Well, by my values I highly doubt you are going to do anything except to hide a general tendency by patching an individual kind of instance, so I am not sure how I feel about that, but if you learn more about the mechanisms I would be quite curious.
There are two separate issues:
1. There may be some concrete problem with how the model handles PDF and OCR. This is not my domain, but I want to pass it on to people who can look into it and possibly do something about it.
2. Generally I agree we have work to do on getting models to be completely honest in reporting what they did or didn’t do (to use a term I used before, Machines of Faithful Obedience). This is a longer term effort which I do care about and work on, and I agree we would not get there by band aids or patches.
I tried to replicate but actually without access to the plain text of the doc it is a bit hard to know if the quotes are invented or based on actual OCR. FWIW GPT-5.1-Thinking told me:
I also tried to download the file and asked codex cli to do this in the folder. This is what it came up with:
I did provide a direct chat link. I don’t have any active system prompts or anything like that, to my knowledge, so that should give you all the tools to replicate. I agree the system might not always do this, though it clearly did that time (and seems to generally do this when I’ve used it).
I think Adria linked to the exact PDF, in case you don’t have access to uploaded files. You can also just search the filename and find it yourself as a PDF.
To be clear this is what I did—I downloaded the PDF from the link Adria posted and copy pasted your prompt into both ChatGPT-5.1-Thinking and codex . I was just too lazy to check if these quotes are real
Ah, cool, sorry that I misunderstood!
I don’t have a better way of checking whether those quotes are real than to do my own OCR for the PDF, and I don’t currently have one handy. They seem plausibly real to me, but you know, that’s kind of the issue :P
On Chrome on a Mac you can just C-f in the PDF, it just OCRs automatically. I didn’t have this problem.
You’re right :) there is an “uncanny valley” right now and I hope we will exit it soon
I still don’t get this.
We know LLMs often hallucinate tool call results, even when not in chats with particular humans.
This is a case of LLMs hallucinating a tool call result.
The hallucinated result is looks like what you wanted, because if it were real, it would be what you wanted.

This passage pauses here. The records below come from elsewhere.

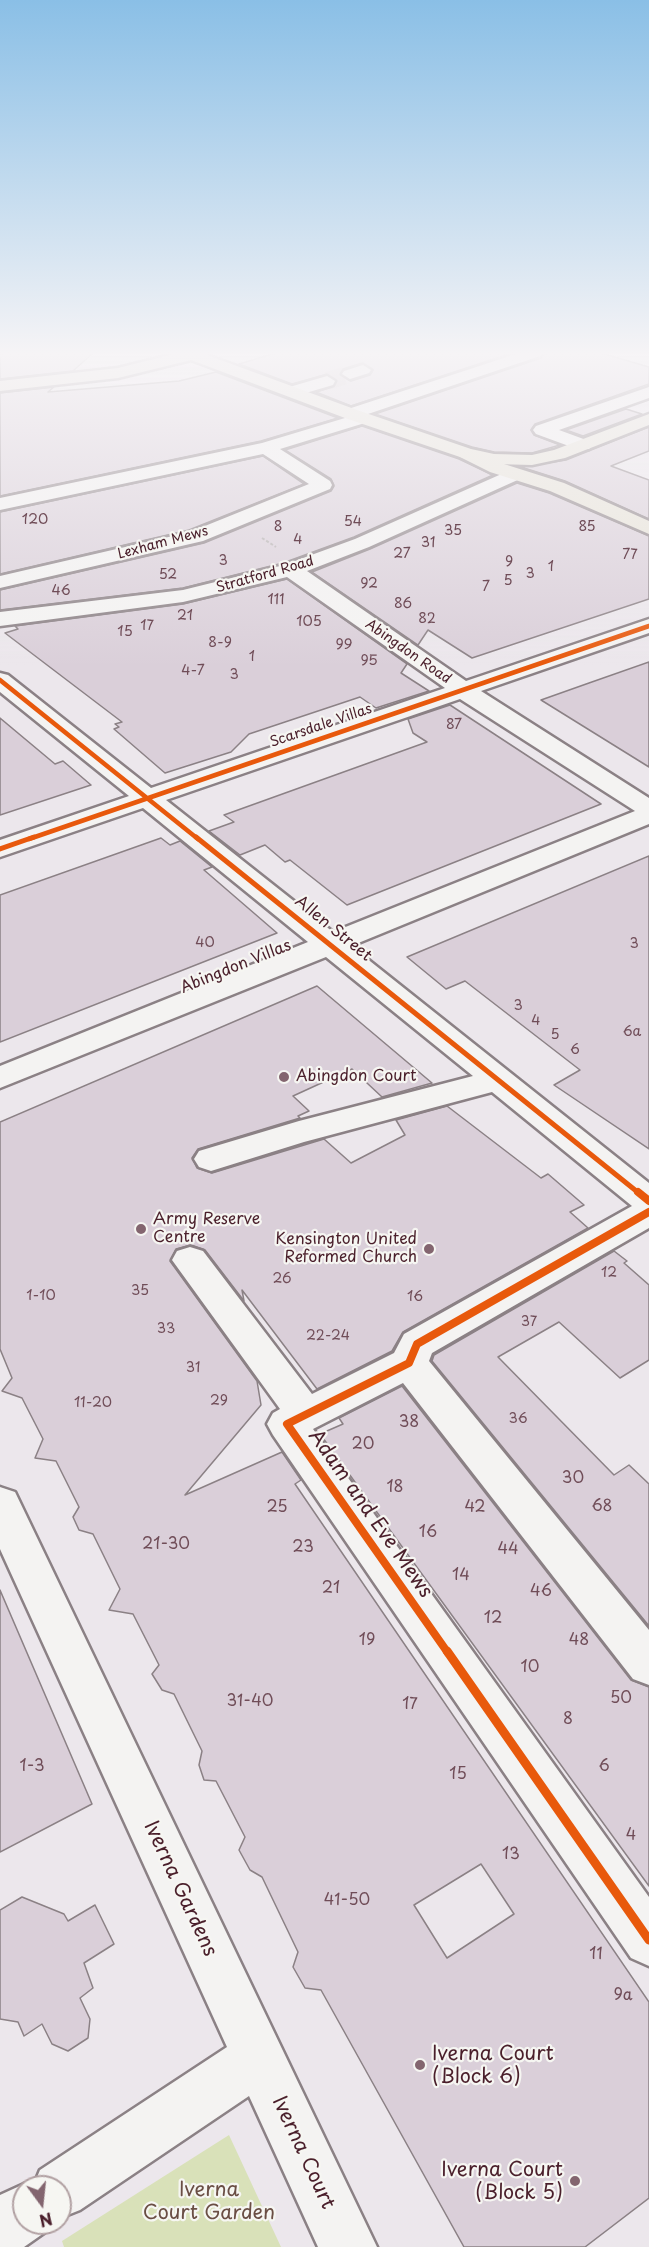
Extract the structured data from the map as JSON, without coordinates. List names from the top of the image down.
{
  "streets": {
    "street": [
      "Lexham Mews",
      "Stratford Road",
      "Abingdon Road",
      "Scarsdale Villas",
      "Allen Street",
      "Abingdon Villas",
      "Adam and Eve Mews",
      "Iverna Gardens",
      "Iverna Court"
    ]
  },
  "crossings": [
    ["Stratford Road", "Abingdon Road"],
    ["Abingdon Road", "Scarsdale Villas"],
    ["Scarsdale Villas", "Allen Street"],
    ["Allen Street", "Abingdon Villas"],
    ["Iverna Gardens", "Iverna Court"]
  ],
  "parks": ["Iverna Court Garden"],
  "places": [
    "Abingdon Court",
    "Army Reserve Centre",
    "Kensington United Reformed Church",
    "Iverna Court (Block 6)",
    "Iverna Court (Block 5)"
  ],
  "house_numbers": [
    "120",
    "54",
    "8",
    "85",
    "35",
    "4",
    "31",
    "27",
    "77",
    "3",
    "9",
    "1",
    "3",
    "52",
    "5",
    "92",
    "7",
    "46",
    "111",
    "86",
    "21",
    "82",
    "105",
    "17",
    "15",
    "8-9",
    "99",
    "1",
    "95",
    "4-7",
    "3",
    "87",
    "40",
    "3",
    "3",
    "4",
    "6a",
    "5",
    "6",
    "12",
    "26",
    "35",
    "1-10",
    "16",
    "37",
    "33",
    "22-24",
    "31",
    "29",
    "11-20",
    "36",
    "38",
    "20",
    "30",
    "18",
    "68",
    "25",
    "42",
    "16",
    "21-30",
    "23",
    "44",
    "14",
    "21",
    "46",
    "12",
    "19",
    "48",
    "10",
    "50",
    "31-40",
    "17",
    "8",
    "1-3",
    "6",
    "15",
    "4",
    "13",
    "41-50",
    "11",
    "9a"
  ],
  "north": "bottom"
}
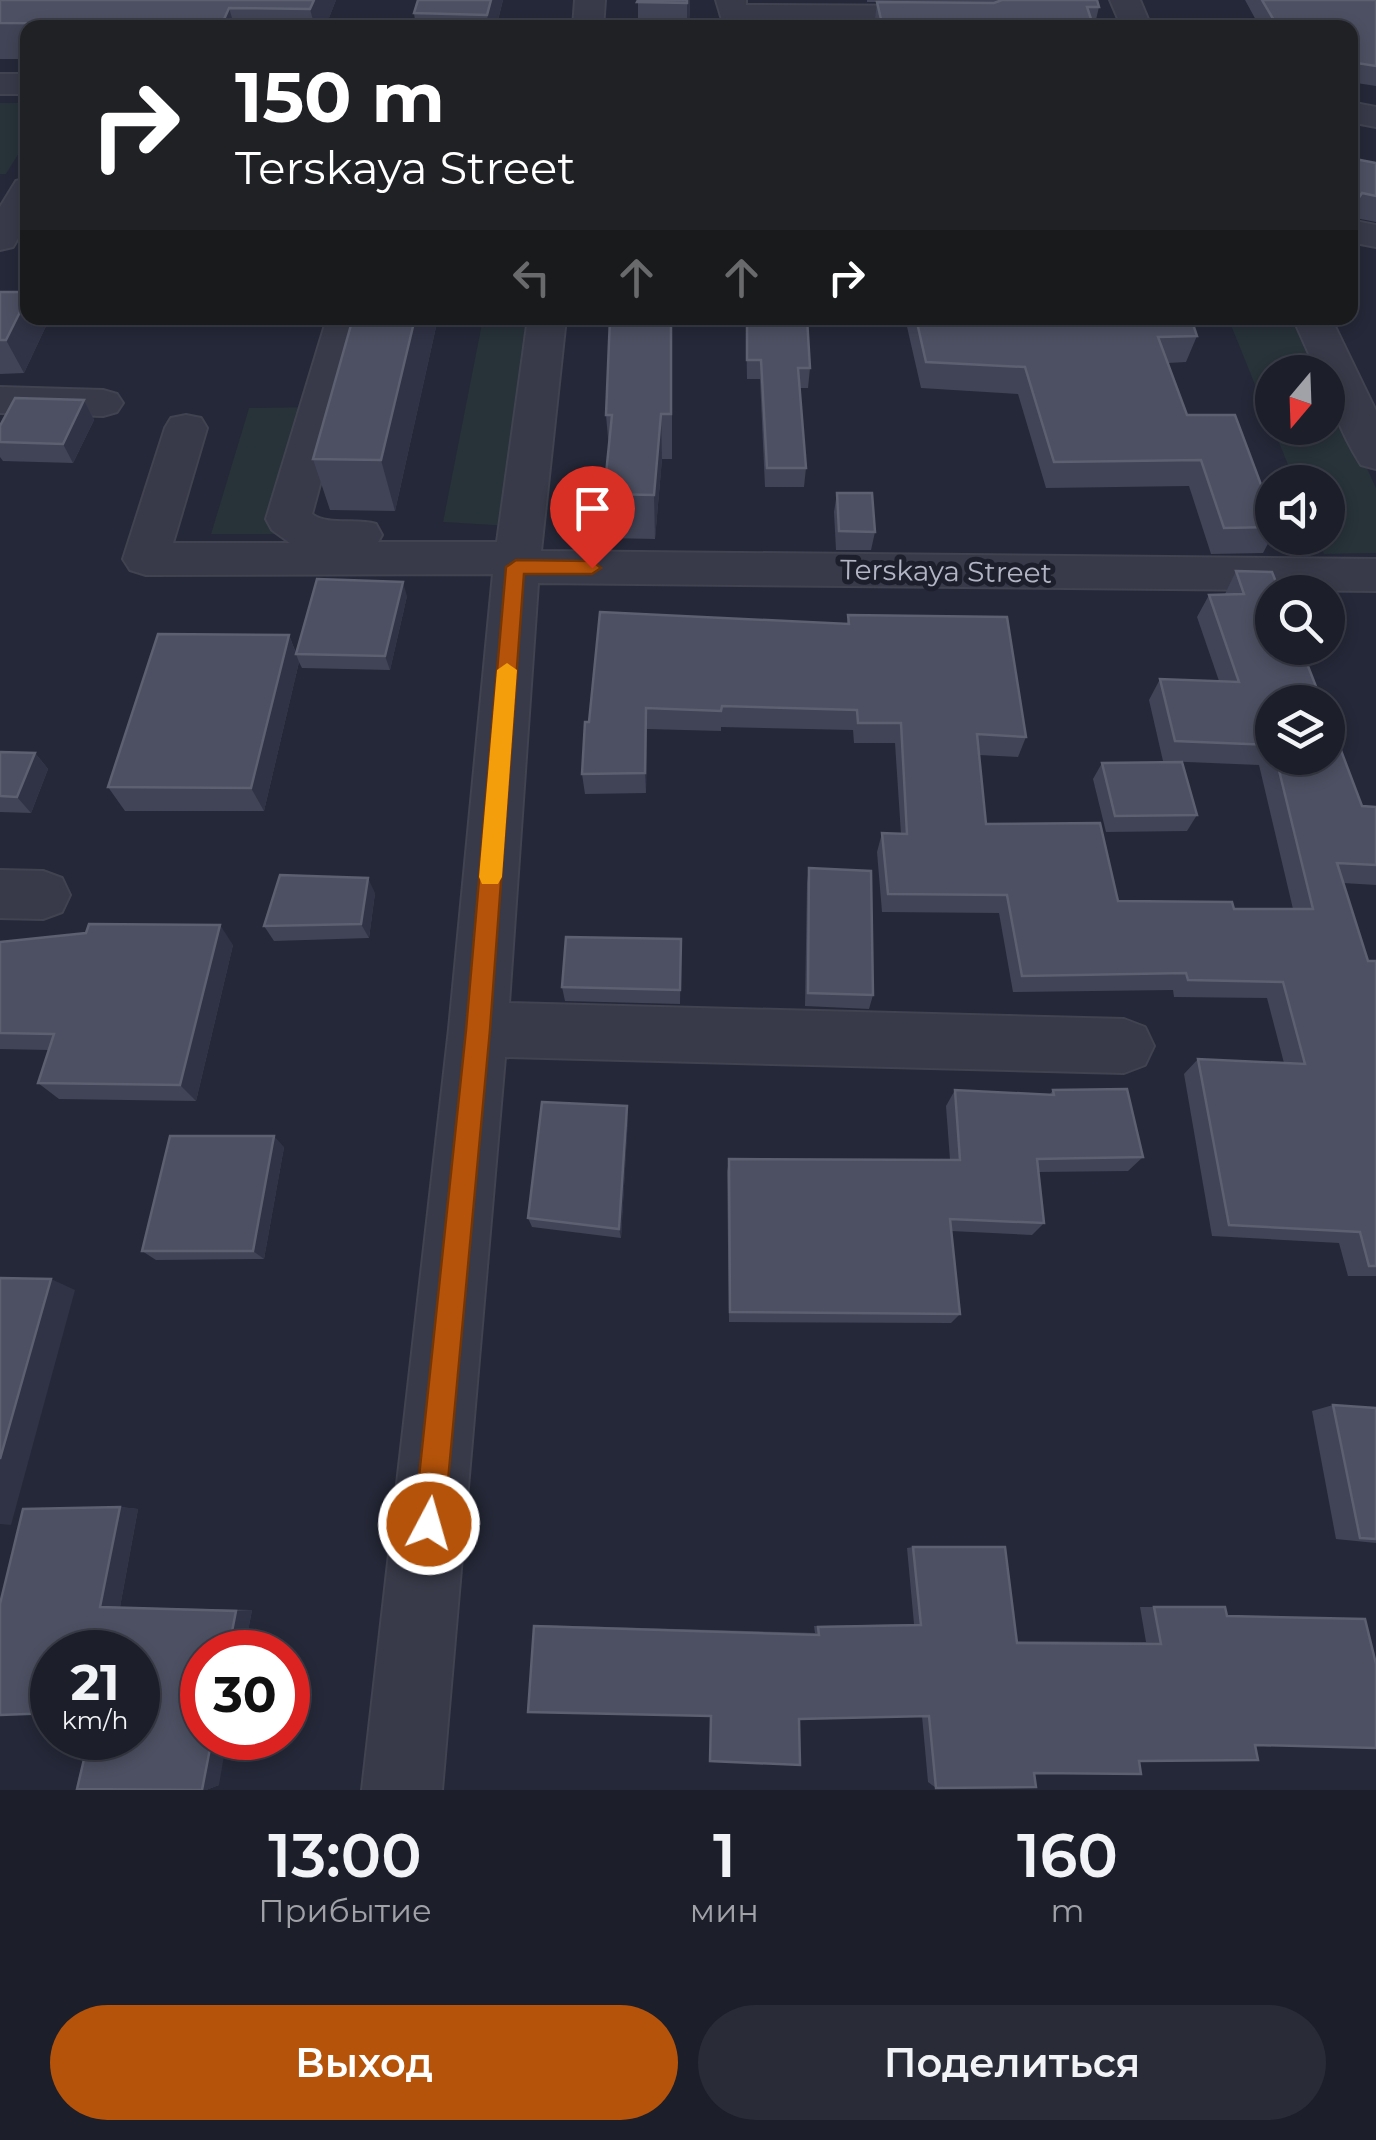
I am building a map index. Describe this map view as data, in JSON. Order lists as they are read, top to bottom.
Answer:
{
  "streets": {
    "street": ["Terskaya Street"]
  },
  "north": "bottom",
  "page": {
    "turn": ["150 m", "Terskaya Street"],
    "speed": "21 km/h",
    "limit": "30",
    "eta": [
      "13:00",
      "Прибытие",
      "1",
      "мин",
      "160",
      "m"
    ],
    "buttons": ["Выход", "Поделиться"]
  }
}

Like if an LLM hallucinated the results of a fake tool-call to a weather reporting servicing, it will hallucinate something that looks like actual weather reports, and will not hallucinate a recipe for banana bread.
Similarly an “actual” hallucination about a PDF is probably going to spit up something that might realistically be in the PDF, given the prior conversation—it’s not probably gonna hallucinate something that conveniently is not what you want! So yeah, it’s likely to look like what you wanted, but that’s not because it’s optimizing to deceive you, it’s just because that’s what its subconscious spits up.

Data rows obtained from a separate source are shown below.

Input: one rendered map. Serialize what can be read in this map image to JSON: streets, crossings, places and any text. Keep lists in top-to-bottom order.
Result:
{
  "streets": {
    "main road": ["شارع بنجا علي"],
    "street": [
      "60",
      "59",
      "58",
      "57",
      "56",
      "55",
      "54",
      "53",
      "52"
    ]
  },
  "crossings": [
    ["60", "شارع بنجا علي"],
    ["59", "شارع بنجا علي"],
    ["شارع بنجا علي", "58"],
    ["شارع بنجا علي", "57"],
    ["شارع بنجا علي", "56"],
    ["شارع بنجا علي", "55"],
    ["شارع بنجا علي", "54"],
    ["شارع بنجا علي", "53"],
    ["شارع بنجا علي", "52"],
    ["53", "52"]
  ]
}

“Hallucination” seems like a sufficiently explanatory hypotheses. “Lying” seems like it is unnecessary by Occam’s razor.
I mean, maybe there is a bit of self-deception going on, though what that looks like in LLMs looks messy.
But it’s clear that the hallucinations point in the direction of sycophancy, and also clear that the LLM is not trying very hard not to lie, despite this being a thing I obviously care quite a bit about (and the LLM knows this).
If you want to call them “sycophantically adversarial selective hallucinations”, then sure, but I honestly think “lying” is a better descriptor, and more predictive of what LLMs will do in similar situations.
I would also simply bet that if we had access to the CoT in the above case, the answer to what happened would not look that much like “hallucinations”. It would look more like “the model realized it can’t read it, kind of panicked, tried some alternative ways of solving the problem, and eventually just output this answer”. Like, I really don’t think the model will have ended up in a cognitive state where it thought it could read the PDF, which is what “hallucination” would imply.